What this task involves
Filtering the records below, copy only those lines that include the word "Hubertus".

Information shown
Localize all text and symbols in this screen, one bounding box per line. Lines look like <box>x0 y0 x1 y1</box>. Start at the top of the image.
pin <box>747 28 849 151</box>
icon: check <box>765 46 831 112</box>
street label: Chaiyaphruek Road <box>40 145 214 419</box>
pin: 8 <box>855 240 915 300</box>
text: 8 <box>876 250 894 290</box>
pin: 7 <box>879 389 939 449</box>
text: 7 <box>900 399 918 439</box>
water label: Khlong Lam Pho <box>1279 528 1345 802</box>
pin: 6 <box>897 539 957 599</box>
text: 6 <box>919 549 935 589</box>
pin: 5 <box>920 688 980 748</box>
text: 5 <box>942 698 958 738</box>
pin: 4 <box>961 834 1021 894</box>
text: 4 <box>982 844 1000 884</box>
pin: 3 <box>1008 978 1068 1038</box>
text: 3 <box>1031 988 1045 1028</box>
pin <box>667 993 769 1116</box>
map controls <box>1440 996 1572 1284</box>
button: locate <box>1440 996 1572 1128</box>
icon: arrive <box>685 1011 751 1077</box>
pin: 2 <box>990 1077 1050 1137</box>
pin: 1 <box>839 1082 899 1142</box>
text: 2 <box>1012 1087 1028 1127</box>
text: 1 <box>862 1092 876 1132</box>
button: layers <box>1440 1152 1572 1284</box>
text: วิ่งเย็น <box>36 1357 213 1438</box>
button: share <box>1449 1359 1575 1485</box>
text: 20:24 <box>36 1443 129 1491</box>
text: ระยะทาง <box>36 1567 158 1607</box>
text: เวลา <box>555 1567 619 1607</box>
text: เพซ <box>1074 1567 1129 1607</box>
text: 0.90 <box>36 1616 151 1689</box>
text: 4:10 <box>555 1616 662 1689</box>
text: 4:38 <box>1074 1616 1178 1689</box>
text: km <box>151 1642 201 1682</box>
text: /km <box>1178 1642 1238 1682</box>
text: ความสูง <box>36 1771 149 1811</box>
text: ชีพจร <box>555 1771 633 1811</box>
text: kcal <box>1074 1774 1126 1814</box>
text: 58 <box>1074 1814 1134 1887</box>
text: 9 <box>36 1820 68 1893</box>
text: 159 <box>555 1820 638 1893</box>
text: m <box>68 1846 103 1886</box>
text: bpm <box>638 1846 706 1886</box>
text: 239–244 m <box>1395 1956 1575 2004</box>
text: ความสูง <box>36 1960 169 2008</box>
==
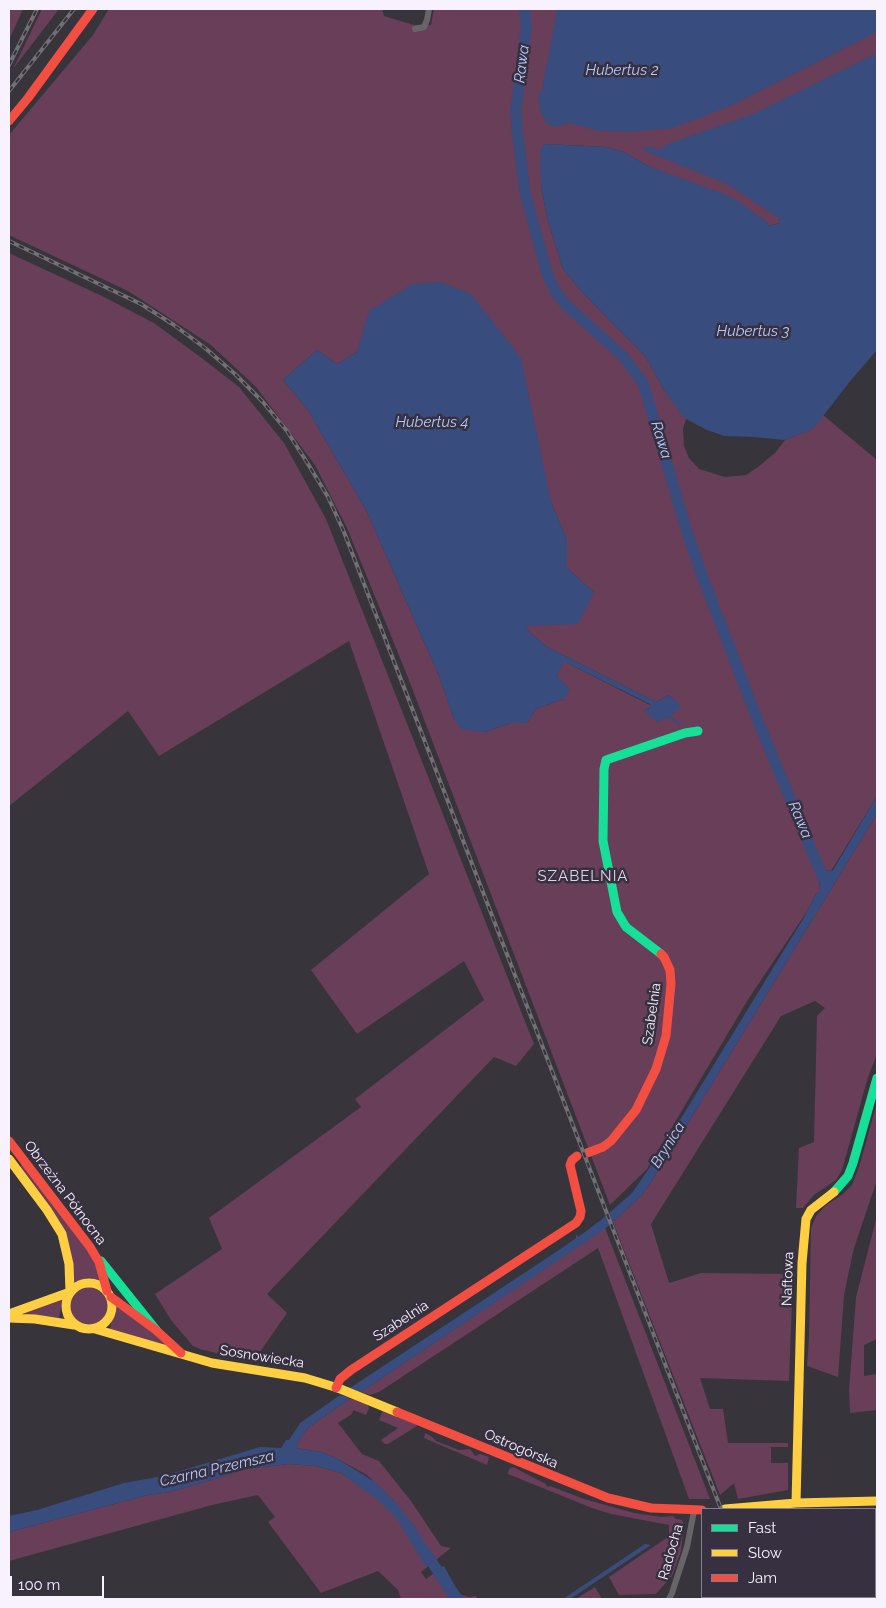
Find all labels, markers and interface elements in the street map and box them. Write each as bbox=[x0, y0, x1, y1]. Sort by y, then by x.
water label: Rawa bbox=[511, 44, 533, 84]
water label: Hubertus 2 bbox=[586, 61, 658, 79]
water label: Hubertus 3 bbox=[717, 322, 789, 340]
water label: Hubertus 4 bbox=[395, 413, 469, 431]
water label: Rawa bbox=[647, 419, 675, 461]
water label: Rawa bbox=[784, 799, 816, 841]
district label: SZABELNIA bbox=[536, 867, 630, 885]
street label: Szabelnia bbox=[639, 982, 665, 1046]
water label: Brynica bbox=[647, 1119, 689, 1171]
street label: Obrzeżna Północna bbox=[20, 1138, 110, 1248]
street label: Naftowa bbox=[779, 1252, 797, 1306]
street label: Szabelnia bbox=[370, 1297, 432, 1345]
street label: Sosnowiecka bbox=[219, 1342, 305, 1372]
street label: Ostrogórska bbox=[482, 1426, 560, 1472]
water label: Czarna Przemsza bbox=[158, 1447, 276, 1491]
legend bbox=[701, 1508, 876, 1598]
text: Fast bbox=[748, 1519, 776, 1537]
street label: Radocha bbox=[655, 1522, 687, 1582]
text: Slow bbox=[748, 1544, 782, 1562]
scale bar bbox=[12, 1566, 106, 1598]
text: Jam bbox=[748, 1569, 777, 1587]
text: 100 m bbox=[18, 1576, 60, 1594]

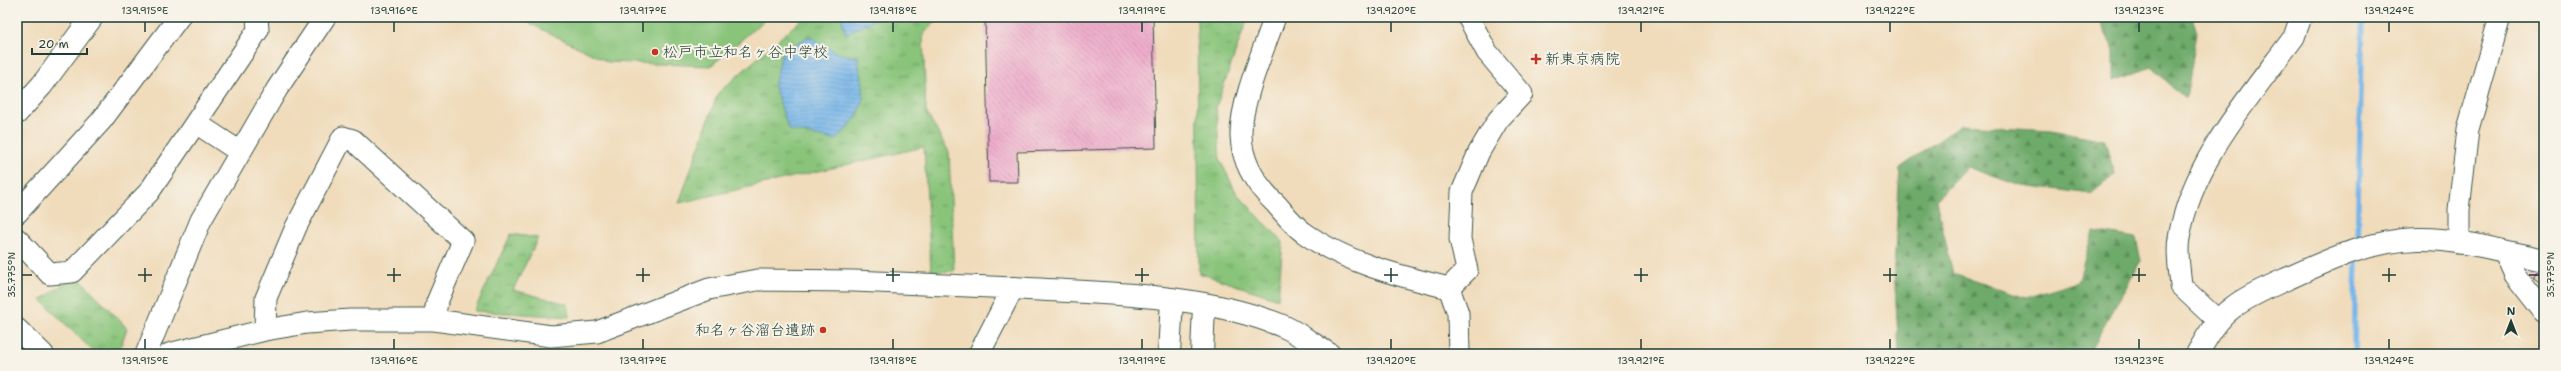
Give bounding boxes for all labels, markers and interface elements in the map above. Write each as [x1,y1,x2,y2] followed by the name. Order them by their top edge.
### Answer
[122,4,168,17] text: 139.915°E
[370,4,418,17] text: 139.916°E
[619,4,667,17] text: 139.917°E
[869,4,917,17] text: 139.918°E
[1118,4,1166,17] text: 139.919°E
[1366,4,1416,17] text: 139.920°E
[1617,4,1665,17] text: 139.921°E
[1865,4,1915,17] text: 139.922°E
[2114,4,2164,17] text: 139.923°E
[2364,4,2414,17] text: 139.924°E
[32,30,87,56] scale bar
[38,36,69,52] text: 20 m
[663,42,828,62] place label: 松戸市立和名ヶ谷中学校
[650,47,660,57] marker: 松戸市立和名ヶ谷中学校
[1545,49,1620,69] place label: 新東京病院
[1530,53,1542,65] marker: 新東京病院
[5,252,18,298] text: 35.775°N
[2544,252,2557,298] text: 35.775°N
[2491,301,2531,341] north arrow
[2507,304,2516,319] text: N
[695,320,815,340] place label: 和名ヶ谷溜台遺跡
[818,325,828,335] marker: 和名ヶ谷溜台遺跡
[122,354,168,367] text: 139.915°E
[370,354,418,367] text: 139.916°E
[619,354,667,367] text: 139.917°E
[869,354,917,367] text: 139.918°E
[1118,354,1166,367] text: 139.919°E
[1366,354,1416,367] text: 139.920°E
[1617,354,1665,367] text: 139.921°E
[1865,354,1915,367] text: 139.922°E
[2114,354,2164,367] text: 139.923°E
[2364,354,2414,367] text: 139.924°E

Answer to the problem
water label: Hubertus 2 bbox=[586, 61, 658, 79]
water label: Hubertus 3 bbox=[717, 322, 789, 340]
water label: Hubertus 4 bbox=[395, 413, 469, 431]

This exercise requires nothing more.